Полнометражный – первый. Но, пока снимала «Катю и Васю», сделала множество короткометражек, штук двадцать-тридцать. И еще у меня есть 50-минутный – то есть это средний метр – фильм о Донбассе [«Хата с краю», 2016]. 

– Почему ты выбрала такую тему? Где война в Донбассе, а где – школа.

Вообще-то я всегда хотела снять фильм про школу, потому что училась в очень хорошей школе, одной из лучших на то время школ Москвы – для умных детей. Выйдя из нее, я поняла, что не знаю жизни, не знаю, через что приходится проходить моим сверстникам, которые учатся в обычных районных школах. Видя их, я понимала, что это другая планета. Я всегда искала возможности снимать в школе, но это очень сложно организовать, потому, что школа – это такой практически секретный военный штаб. И тут появилась лазейка – через молодых учителей – типа я снимаю кино про молодых учителей и их первые шаги в профессии. Что меня тоже всегда интересовало: а могла бы я поехать учительницей в глушь, или бы не выдержала? И возникла ситуация, когда можно понаблюдать, как человек из хорошей, благополучной среды вынужден адаптироваться к среде, условно назовем ее неблагополучной, быть там учителем.

– То есть можно сказать, что Катю и Васю ты отправила своими представителями, вместо себя.

Да, можно так сказать.

– Занятия искусством, в особенности литературой – это акцентировал Лотман – дают человеку возможность прожить внутри себя, через персонажей, свои другие, не прожитые им жизни. То есть получается, режиссер-документалист может смоделировать эпизод собственной жизни…

Я хочу подчеркнуть, что я ничего не моделировала в том смысле, что никуда никого не отправляла, Катя и Вася сами пошли, а я присоединилась к ним с камерой. Так устроено документальное кино. Но идея да, такая – хотелось прожить некий путь, который меня всегда интересовал. Ну и еще такая хрестоматийная вещь, как хождение в народ, народничество – культурная ситуация, которая для меня очень привлекательна. 

– На хождение в народ действительно похоже, и с проповедью. Когда Катя прямо высказывает школьникам свое кредо, это выглядит как столкновение двух миров, которые не переговариваются, а вступают в клинч. Тебе не кажется, что это архаическая ситуация – историческое хождение в народ имело место в 70-е годы позапрошлого века, сейчас 2021. 

– При том, что сейчас никуда ходить не надо, все в огромных количествах есть на просторах Интернета.  Да, это удивительно, что такая современная, прогрессивная Катя, которая за диалог, которая прекрасно знает историю хождения в народ, на самом деле была готова работать только в режиме односторонней проповеди.
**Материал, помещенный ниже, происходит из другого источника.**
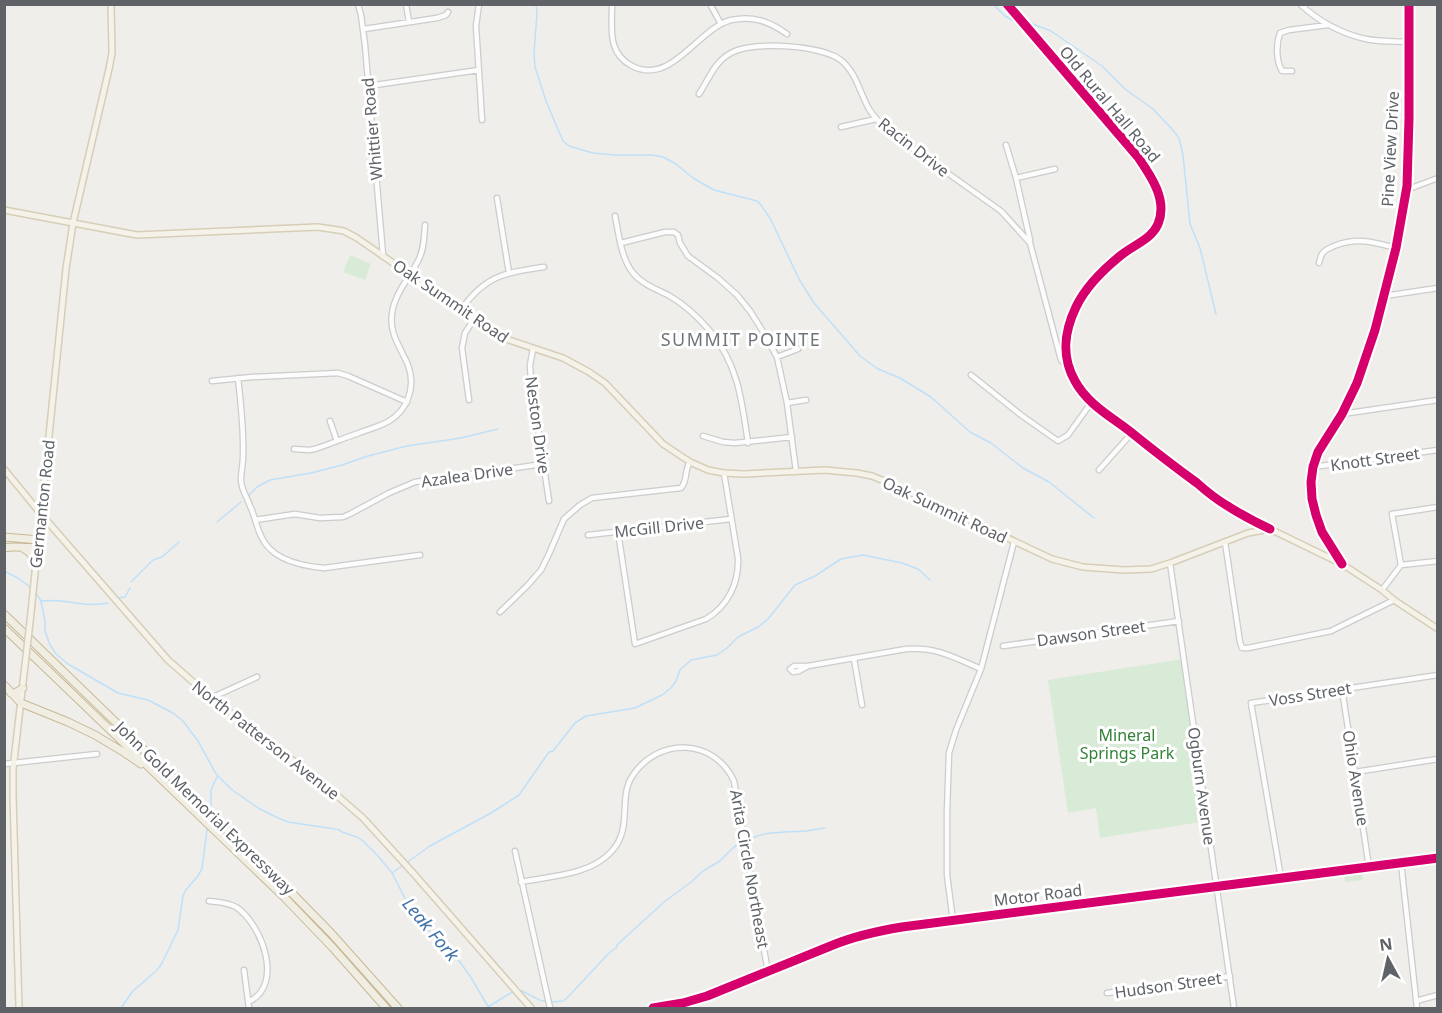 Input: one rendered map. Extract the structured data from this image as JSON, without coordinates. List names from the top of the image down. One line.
{"streets":{"highway":["John Gold Memorial Expressway"],"main road":["Old Rural Hall Road","Oak Summit Road","Germanton Road","North Patterson Avenue"],"street":["Whittier Road","Racin Drive","Pine View Drive","Neston Drive","Knott Street","Azalea Drive","McGill Drive","Dawson Street","Voss Street","Ohio Avenue","Ogburn Avenue","Arita Circle Northeast","Motor Road","Hudson Street"]},"crossings":[["Old Rural Hall Road","Racin Drive"],["Old Rural Hall Road","Oak Summit Road"],["Whittier Road","Oak Summit Road"],["Pine View Drive","Knott Street"],["Oak Summit Road","Neston Drive"],["Oak Summit Road","Germanton Road"],["Oak Summit Road","Ogburn Avenue"],["Neston Drive","Azalea Drive"],["Germanton Road","North Patterson Avenue"],["Dawson Street","Ogburn Avenue"],["Voss Street","Ohio Avenue"],["Voss Street","Motor Road"],["Ohio Avenue","Motor Road"],["Ogburn Avenue","Motor Road"],["Ogburn Avenue","Hudson Street"],["Arita Circle Northeast","Motor Road"]],"districts":["SUMMIT POINTE"],"water":["Leak Fork"],"parks":["Mineral Springs Park"],"north":"top"} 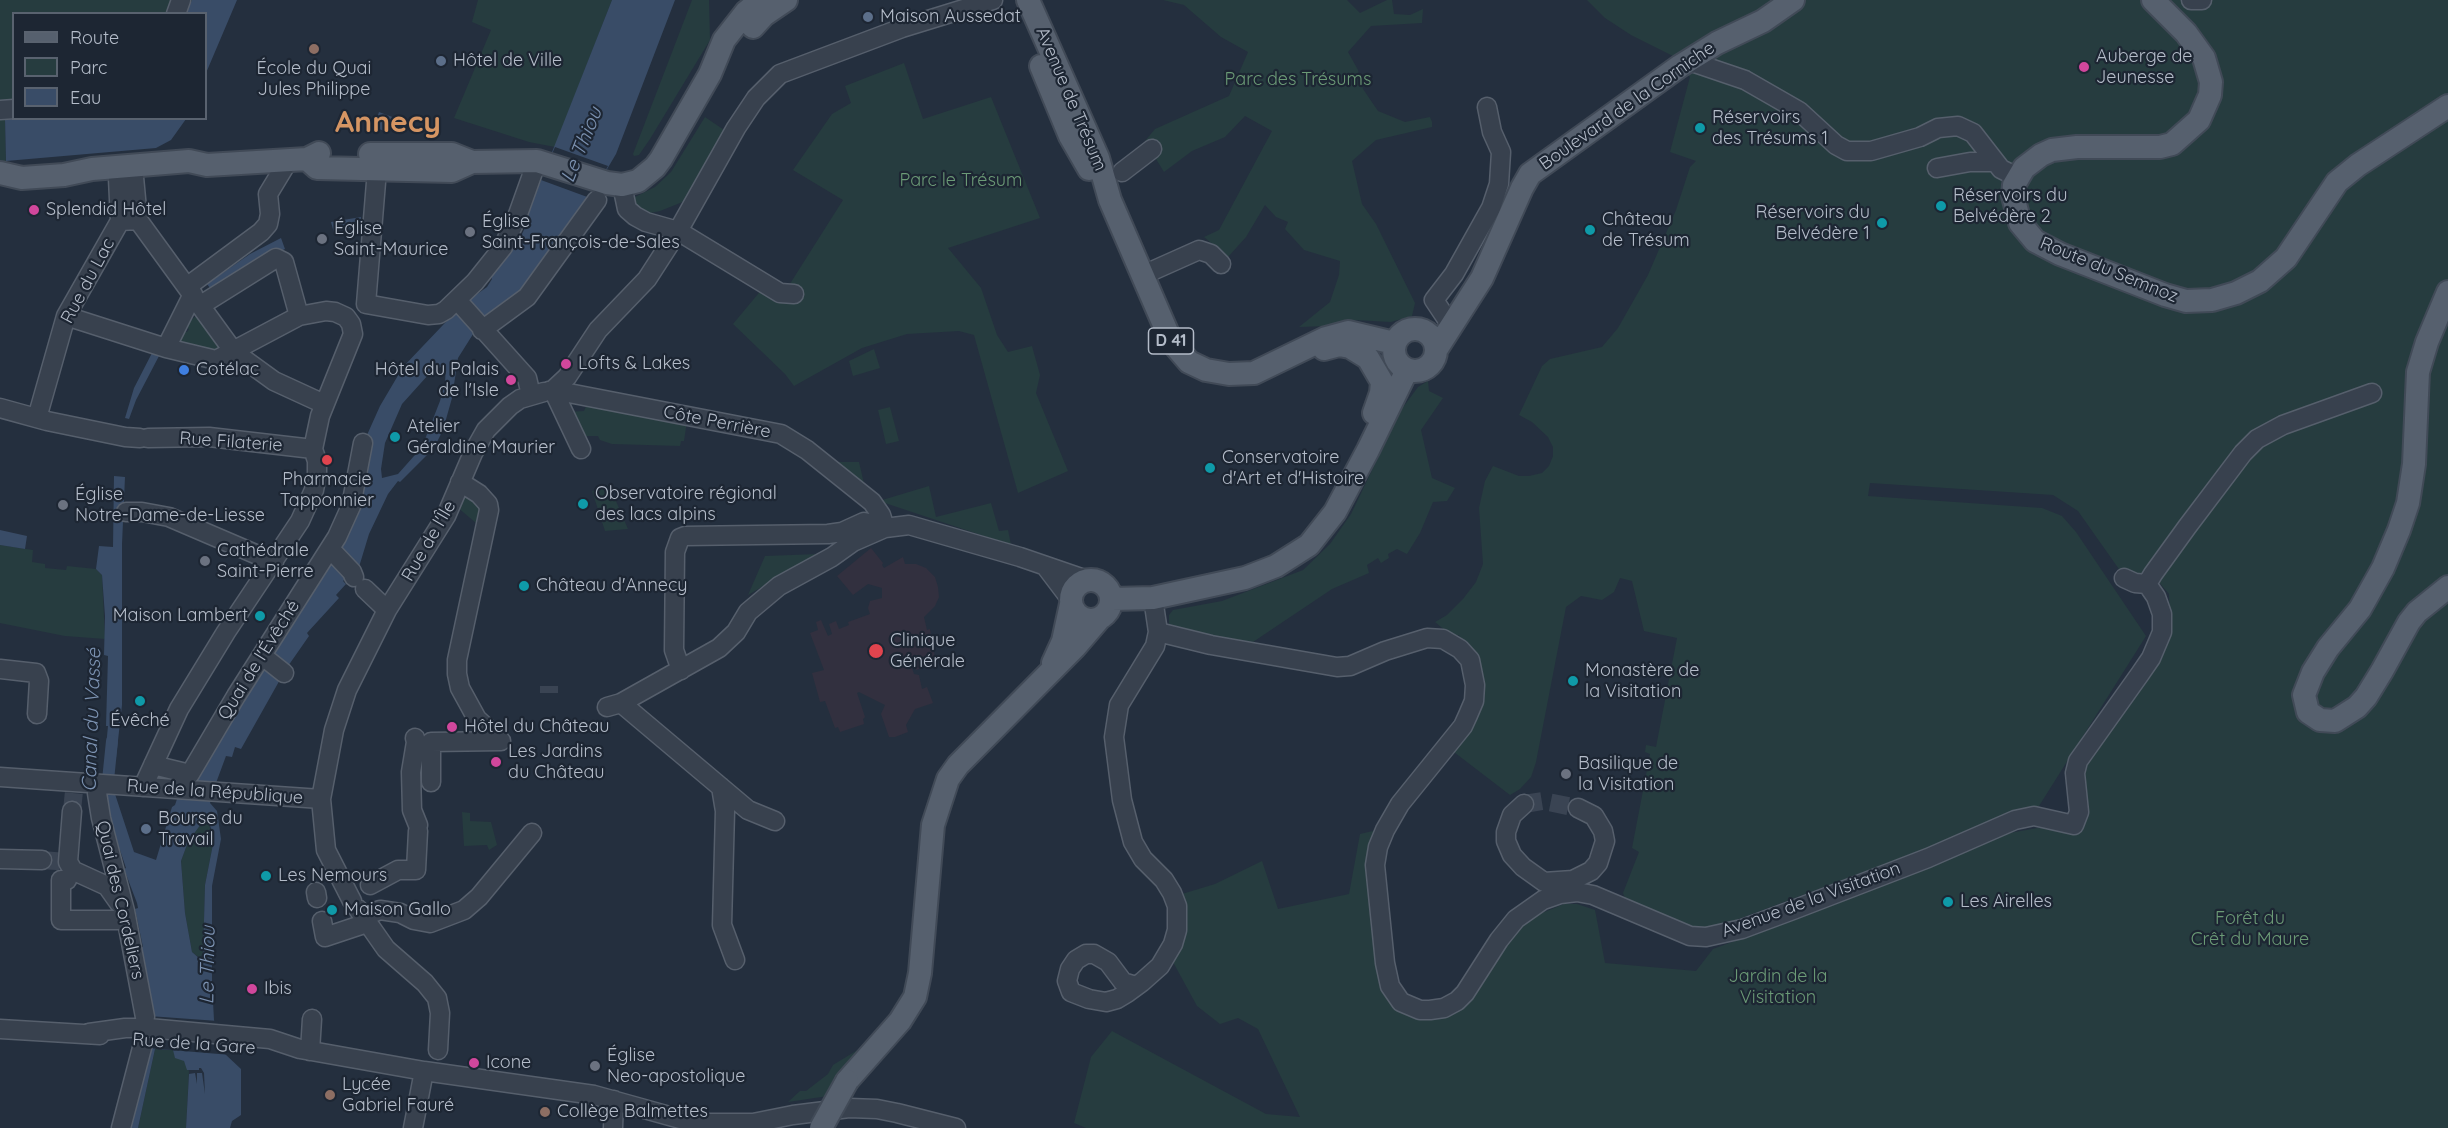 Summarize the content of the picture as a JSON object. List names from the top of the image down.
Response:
{
  "streets": {
    "main road": [
      "Avenue de Trésum",
      "Boulevard de la Corniche",
      "Route du Semnoz",
      "D 41"
    ],
    "street": [
      "Rue du Lac",
      "Côte Perrière",
      "Rue Filaterie",
      "Rue de l'Île",
      "Quai de l'Évêché",
      "Rue de la République",
      "Quai des Cordeliers",
      "Avenue de la Visitation",
      "Rue de la Gare"
    ]
  },
  "crossings": [
    ["Avenue de Trésum", "Boulevard de la Corniche"],
    ["Rue du Lac", "Rue Filaterie"],
    ["Côte Perrière", "Rue de l'Île"],
    ["Rue de l'Île", "Rue de la République"],
    ["Rue de l'Île", "Rue de la Gare"],
    ["Rue de la République", "Quai des Cordeliers"],
    ["Quai des Cordeliers", "Rue de la Gare"]
  ],
  "districts": ["Annecy"],
  "water": ["Le Thiou", "Canal du Vassé"],
  "parks": [
    "Parc des Trésums",
    "Parc le Trésum",
    "Forêt du Crêt du Maure",
    "Jardin de la Visitation"
  ],
  "places": [
    "Maison Aussedat",
    "École du Quai Jules Philippe",
    "Hôtel de Ville",
    "Auberge de Jeunesse",
    "Réservoirs des Trésums 1",
    "Réservoirs du Belvédère 2",
    "Splendid Hôtel",
    "Réservoirs du Belvédère 1",
    "Château de Trésum",
    "Église Saint-François-de-Sales",
    "Église Saint-Maurice",
    "Lofts & Lakes",
    "Cotélac",
    "Hôtel du Palais de l'Isle",
    "Atelier Géraldine Maurier",
    "Pharmacie Tapponnier",
    "Conservatoire d'Art et d'Histoire",
    "Observatoire régional des lacs alpins",
    "Église Notre-Dame-de-Liesse",
    "Cathédrale Saint-Pierre",
    "Château d'Annecy",
    "Maison Lambert",
    "Clinique Générale",
    "Monastère de la Visitation",
    "Évêché",
    "Hôtel du Château",
    "Les Jardins du Château",
    "Basilique de la Visitation",
    "Bourse du Travail",
    "Les Nemours",
    "Les Airelles",
    "Maison Gallo",
    "Ibis",
    "Icone",
    "Église Neo-apostolique",
    "Lycée Gabriel Fauré",
    "Collège Balmettes"
  ],
  "legend": ["Route", "Parc", "Eau"]
} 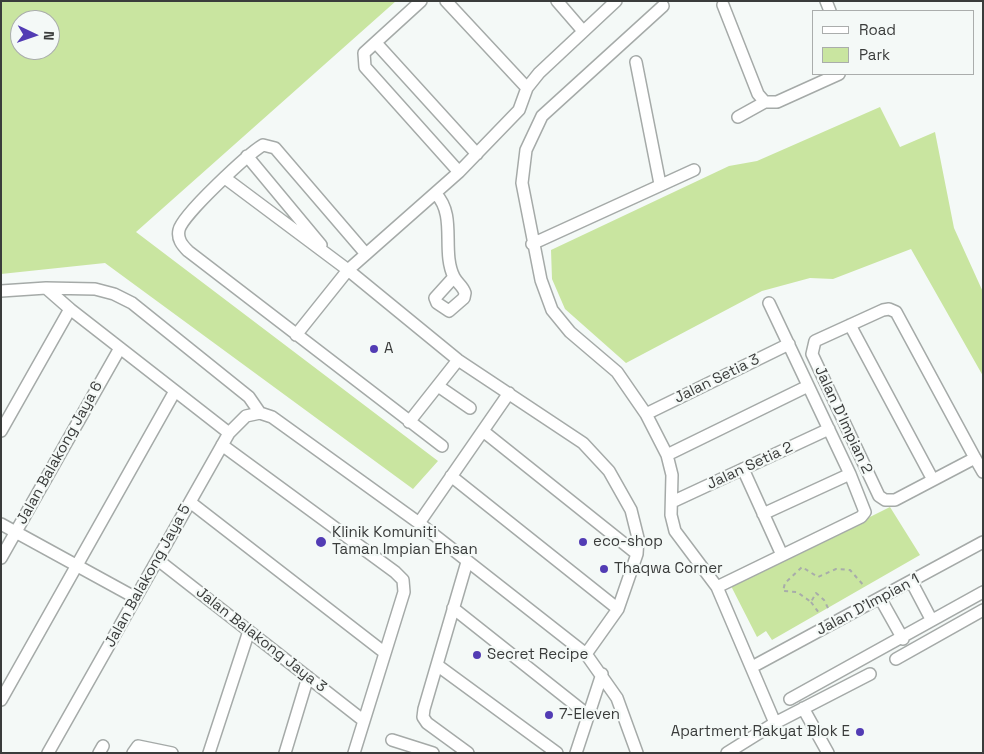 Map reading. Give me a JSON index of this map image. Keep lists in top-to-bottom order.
{
  "streets": {
    "street": [
      "Jalan Setia 3",
      "Jalan D'Impian 2",
      "Jalan Balakong Jaya 6",
      "Jalan Setia 2",
      "Jalan Balakong Jaya 5",
      "Jalan D'Impian 1",
      "Jalan Balakong Jaya 3"
    ]
  },
  "crossings": [
    ["Jalan Balakong Jaya 5", "Jalan Balakong Jaya 3"]
  ],
  "places": [
    "A",
    "Klinik Komuniti Taman Impian Ehsan",
    "eco-shop",
    "Thaqwa Corner",
    "Secret Recipe",
    "7-Eleven",
    "Apartment Rakyat Blok E"
  ],
  "legend": ["Road", "Park"],
  "north": "right"
} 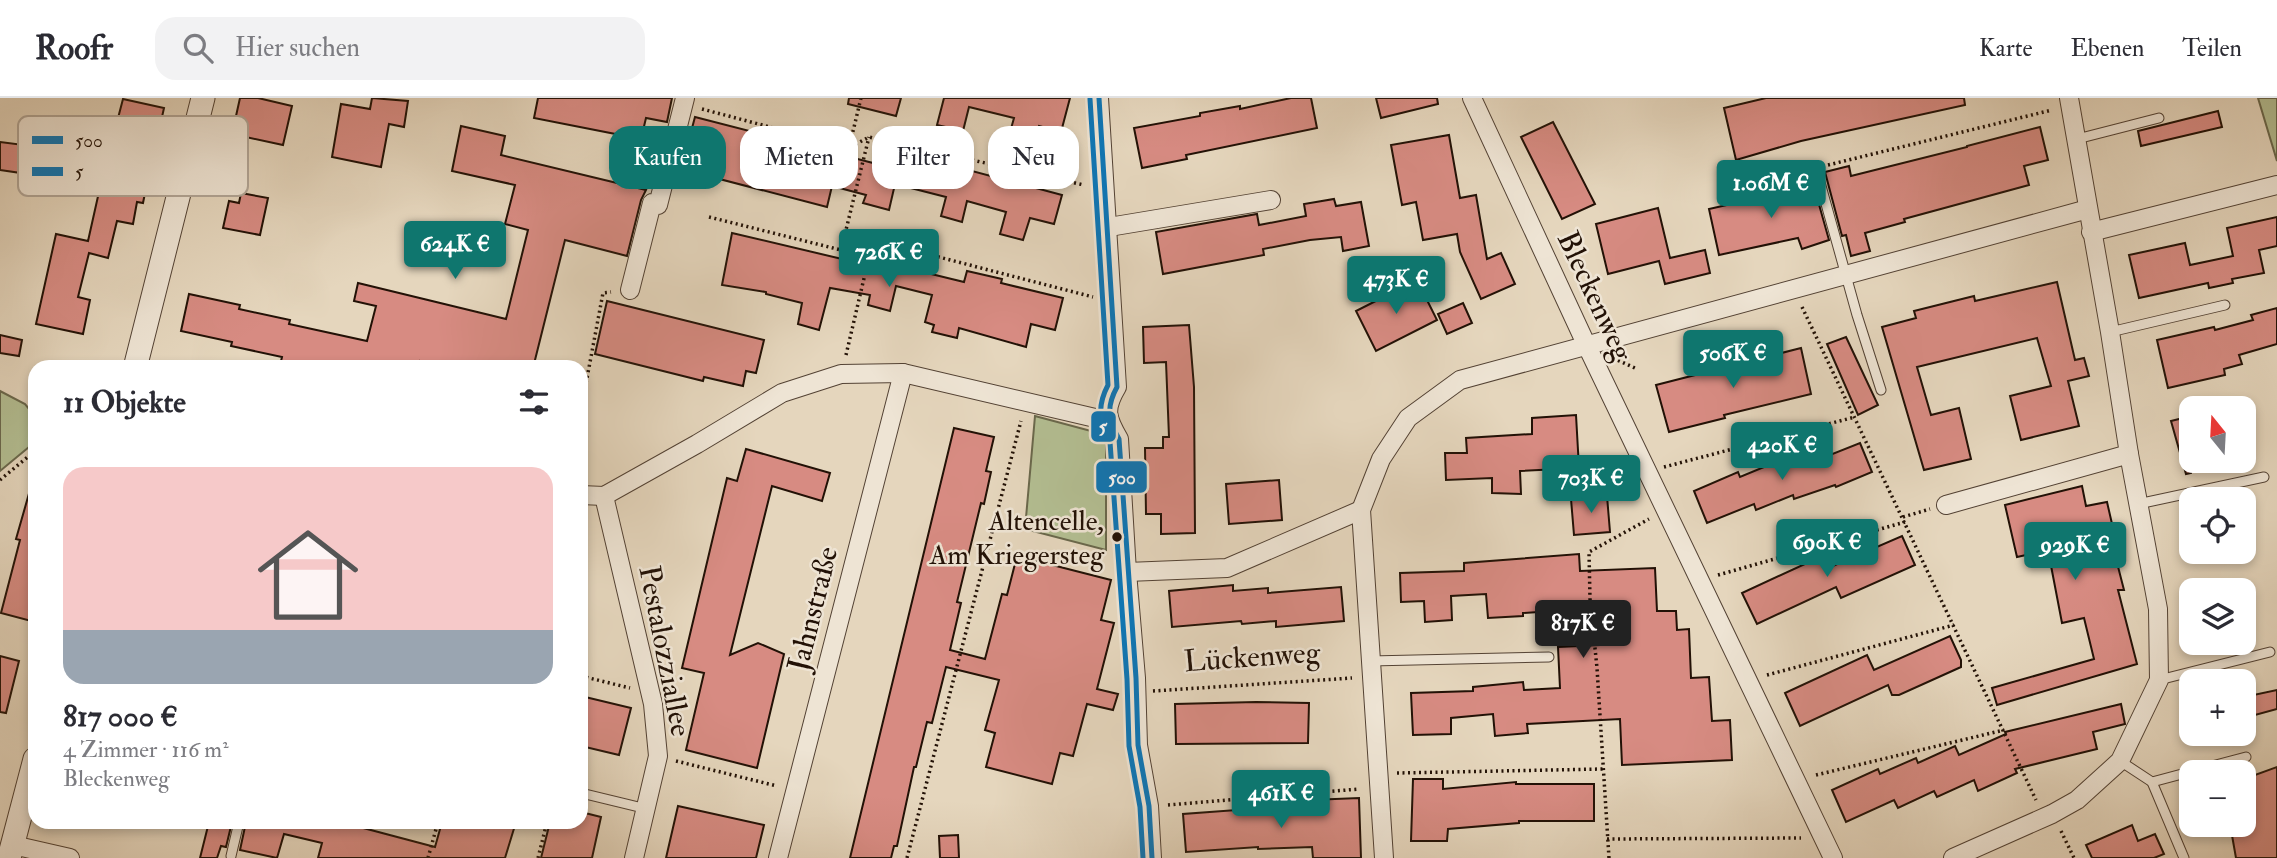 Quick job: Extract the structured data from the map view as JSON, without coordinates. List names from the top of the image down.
{
  "streets": {
    "street": ["Bleckenweg", "Jahnstraße", "Pestalozziallee"],
    "path": ["Lückenweg"]
  },
  "places": ["Altencelle, Am Kriegersteg"],
  "lines": ["transit line 500", "transit line 5"],
  "legend": ["500", "5"],
  "north": "top",
  "page": {
    "header": "Roofr",
    "search": "Hier suchen",
    "nav": ["Karte", "Ebenen", "Teilen"],
    "chip": [
      "Kaufen",
      "Mieten",
      "Filter",
      "Neu"
    ],
    "price": [
      "1.06M €",
      "624K €",
      "726K €",
      "473K €",
      "506K €",
      "420K €",
      "703K €",
      "690K €",
      "929K €",
      "817K €",
      "461K €"
    ],
    "heading": "11 Objekte",
    "map_buttons": ["+", "−"],
    "list": [
      {
        "name": "817 000 €",
        "note": "4 Zimmer · 116 m² · Bleckenweg"
      }
    ]
  }
}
Видимо, этот культурный архетип очень сильный, есть очень глубоко сидящее представление, что, если прийти в народ, сказать, что ты думаешь, то народ непременно навстречу пойдет. 

– Да, но откуда у сегодняшнего-то человека такое стремление пойти в народ и осчастливить его?

Видимо, глубокая пропитанность русской культурой, предполагающей этот архетип. И Катя, может быть, больше пропитана классической русской литературой, чем Вася – она сдала ЕГЭ по литературе на 100 баллов, закончила сценарный факультет ВГИКа. С другой стороны, мне кажется, что за их «хождением» стоит не столько желание кого-то чему-то научить, сколько узнать жизнь, как и у меня. Я думаю, Кате и Васе, так же, как и мне, было интересно узнать, что думают и как живут подростки в районных школах. Можно еще задаться вопросом, кто у кого больше научился.

– У меня возникает сравнение не только с народниками, но и с миссионерами. Ученики – туземцы, администрация школы – колониальная администрация, а молодые учителя словно просвещенные иезуиты или францисканцы, которые, корреспондируя с теми и другими, пытаются привнести некие ценности – например, что с учениками-туземцами следует обходиться гуманно. 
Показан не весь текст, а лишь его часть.